Listed records →

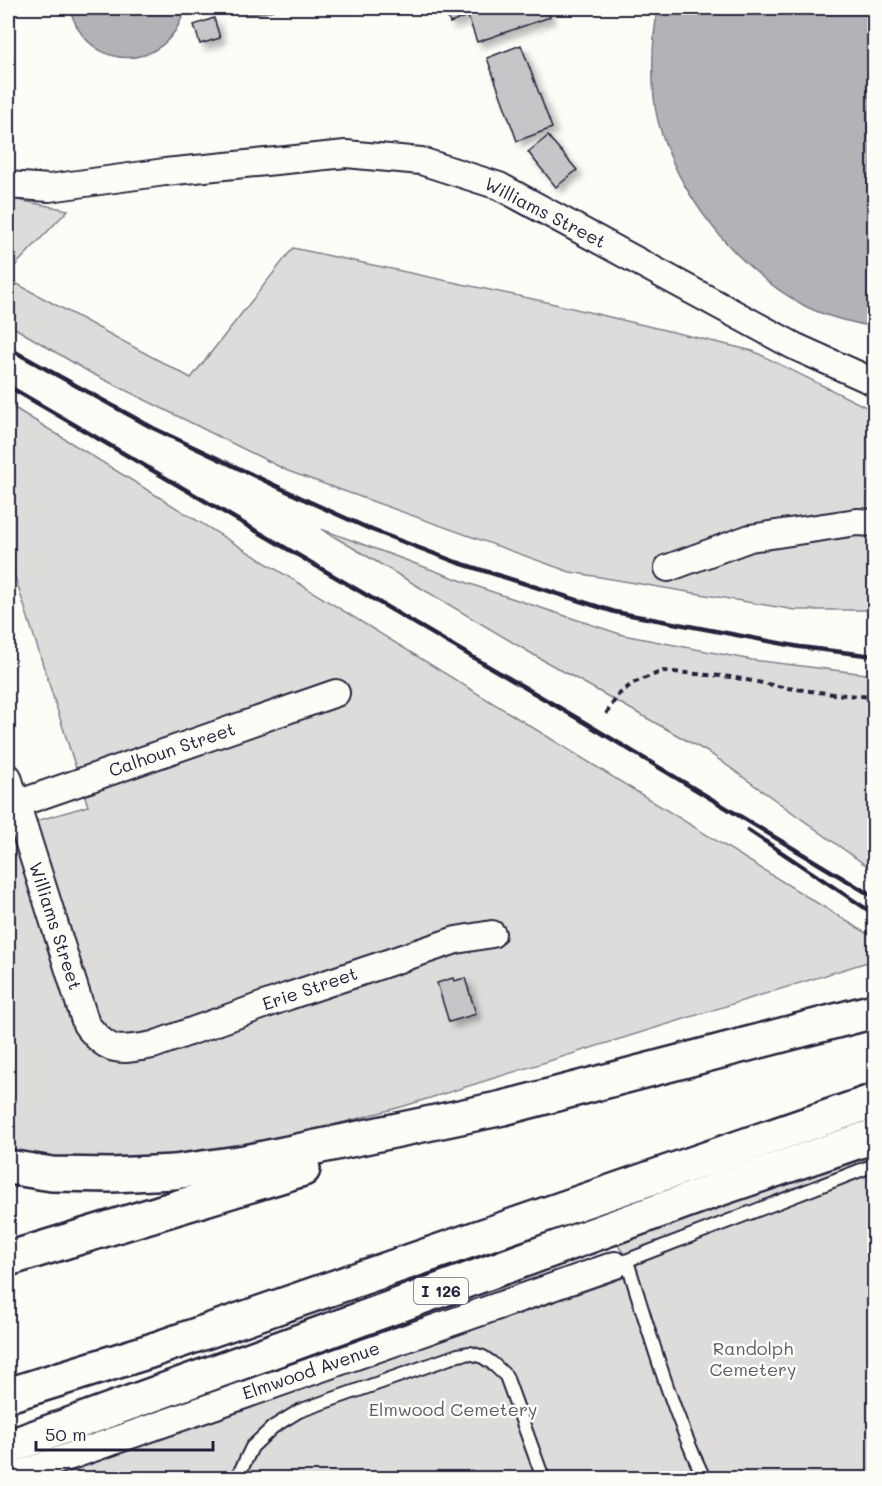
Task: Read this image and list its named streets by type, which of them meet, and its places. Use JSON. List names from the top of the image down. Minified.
{"streets":{"highway":["I 126"],"street":["Williams Street","Calhoun Street","Erie Street","Elmwood Avenue"]},"crossings":[["Williams Street","Calhoun Street"],["Williams Street","Erie Street"]],"parks":["Randolph Cemetery","Elmwood Cemetery"],"scale_bar":"50 m"}
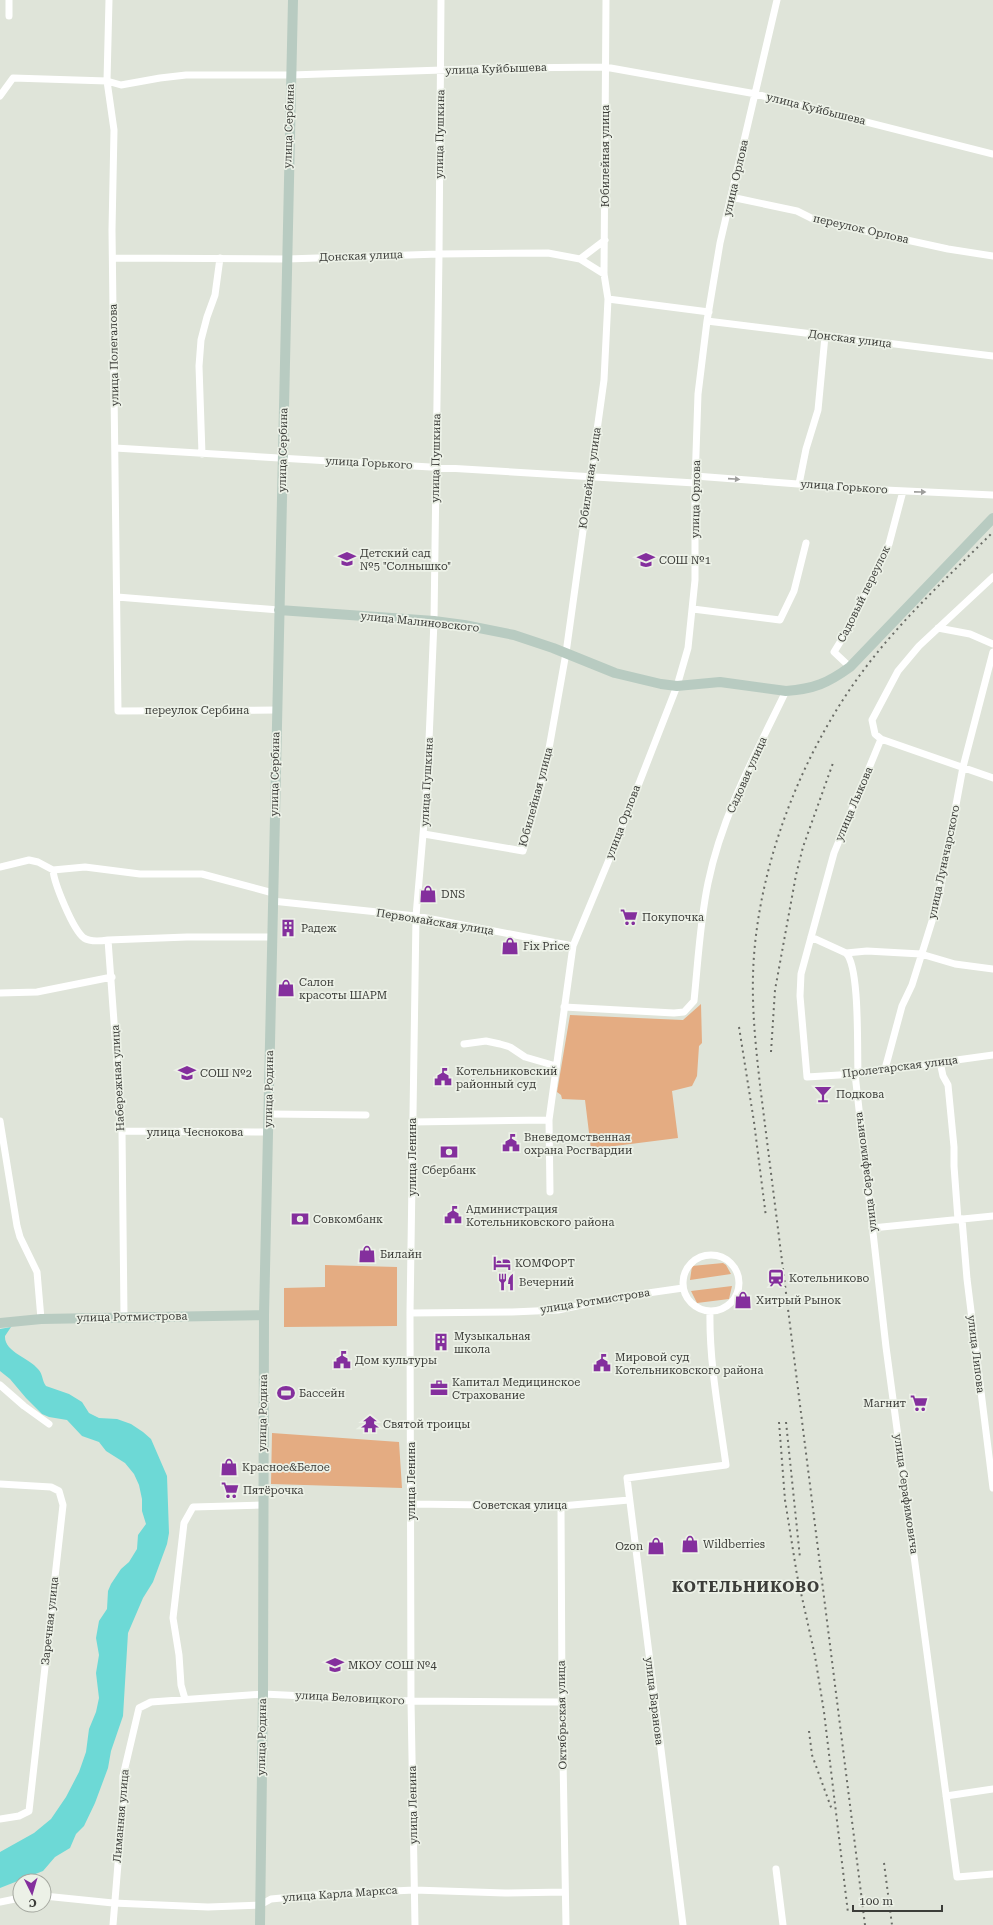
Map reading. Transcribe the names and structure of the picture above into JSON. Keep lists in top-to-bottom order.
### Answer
{
  "streets": {
    "street": [
      "улица Куйбышева",
      "улица Сербина",
      "улица Пушкина",
      "Юбилейная улица",
      "улица Орлова",
      "переулок Орлова",
      "Донская улица",
      "улица Полегалова",
      "улица Горького",
      "Садовый переулок",
      "улица Малиновского",
      "переулок Сербина",
      "Садовая улица",
      "улица Лыкова",
      "улица Луначарского",
      "Первомайская улица",
      "Пролетарская улица",
      "Набережная улица",
      "улица Родина",
      "улица Чеснокова",
      "улица Ленина",
      "улица Серафимовича",
      "улица Ротмистрова",
      "улица Липова",
      "Советская улица",
      "Заречная улица",
      "улица Беловицкого",
      "улица Баранова",
      "Октябрьская улица",
      "Лиманная улица",
      "улица Карла Маркса"
    ]
  },
  "crossings": [
    ["улица Куйбышева", "улица Сербина"],
    ["улица Куйбышева", "улица Пушкина"],
    ["улица Куйбышева", "Юбилейная улица"],
    ["улица Куйбышева", "улица Орлова"],
    ["улица Куйбышева", "улица Полегалова"],
    ["улица Сербина", "Донская улица"],
    ["улица Сербина", "улица Горького"],
    ["улица Сербина", "улица Малиновского"],
    ["улица Сербина", "переулок Сербина"],
    ["улица Сербина", "Первомайская улица"],
    ["улица Сербина", "улица Родина"],
    ["улица Пушкина", "Юбилейная улица"],
    ["улица Пушкина", "Донская улица"],
    ["улица Пушкина", "улица Горького"],
    ["улица Пушкина", "улица Малиновского"],
    ["улица Пушкина", "Первомайская улица"],
    ["улица Пушкина", "улица Ленина"],
    ["Юбилейная улица", "Донская улица"],
    ["Юбилейная улица", "улица Горького"],
    ["Юбилейная улица", "улица Малиновского"],
    ["улица Орлова", "переулок Орлова"],
    ["улица Орлова", "Донская улица"],
    ["улица Орлова", "улица Горького"],
    ["улица Орлова", "улица Малиновского"],
    ["улица Орлова", "Садовая улица"],
    ["улица Орлова", "Первомайская улица"],
    ["Донская улица", "улица Полегалова"],
    ["улица Полегалова", "улица Горького"],
    ["улица Полегалова", "улица Малиновского"],
    ["улица Полегалова", "переулок Сербина"],
    ["улица Горького", "Садовый переулок"],
    ["улица Малиновского", "Садовая улица"],
    ["улица Лыкова", "Пролетарская улица"],
    ["улица Луначарского", "Пролетарская улица"],
    ["Первомайская улица", "улица Родина"],
    ["Первомайская улица", "улица Ленина"],
    ["Пролетарская улица", "улица Серафимовича"],
    ["Пролетарская улица", "улица Липова"],
    ["Набережная улица", "улица Чеснокова"],
    ["Набережная улица", "улица Ротмистрова"],
    ["улица Родина", "улица Чеснокова"],
    ["улица Родина", "улица Ротмистрова"],
    ["улица Родина", "улица Беловицкого"],
    ["улица Родина", "улица Карла Маркса"],
    ["улица Ленина", "улица Ротмистрова"],
    ["улица Ленина", "Советская улица"],
    ["улица Ленина", "улица Беловицкого"],
    ["улица Ленина", "улица Карла Маркса"],
    ["улица Ротмистрова", "улица Баранова"],
    ["Советская улица", "улица Баранова"],
    ["Советская улица", "Октябрьская улица"],
    ["улица Беловицкого", "Октябрьская улица"],
    ["улица Беловицкого", "Лиманная улица"],
    ["Октябрьская улица", "улица Карла Маркса"],
    ["Лиманная улица", "улица Карла Маркса"]
  ],
  "districts": ["КОТЕЛЬНИКОВО"],
  "places": {
    "school or university": [
      "Детский сад №5 \"Солнышко\"",
      "СОШ №1",
      "СОШ №2",
      "МКОУ СОШ №4"
    ],
    "shop": [
      "DNS",
      "Fix Price",
      "Салон красоты ШАРМ",
      "Билайн",
      "Хитрый Рынок",
      "Красное&Белое",
      "Wildberries",
      "Ozon"
    ],
    "supermarket": ["Покупочка", "Магнит", "Пятёрочка"],
    "building": ["Радеж", "Музыкальная школа"],
    "public building": [
      "Котельниковский районный суд",
      "Вневедомственная охрана Росгвардии",
      "Администрация Котельниковского района",
      "Дом культуры",
      "Мировой суд Котельниковского района"
    ],
    "bar": ["Подкова"],
    "bank": ["Сбербанк", "Совкомбанк"],
    "hotel": ["КОМФОРТ"],
    "station": ["Котельниково"],
    "restaurant": ["Вечерний"],
    "office": ["Капитал Медицинское Страхование"],
    "sports": ["Бассейн"],
    "temple": ["Святой троицы"]
  },
  "scale_bar": "100 m",
  "north": "bottom"
}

Task goal →
Looking through the data above, count the lines that include the string "bottom" and give only the count.

Solution →
2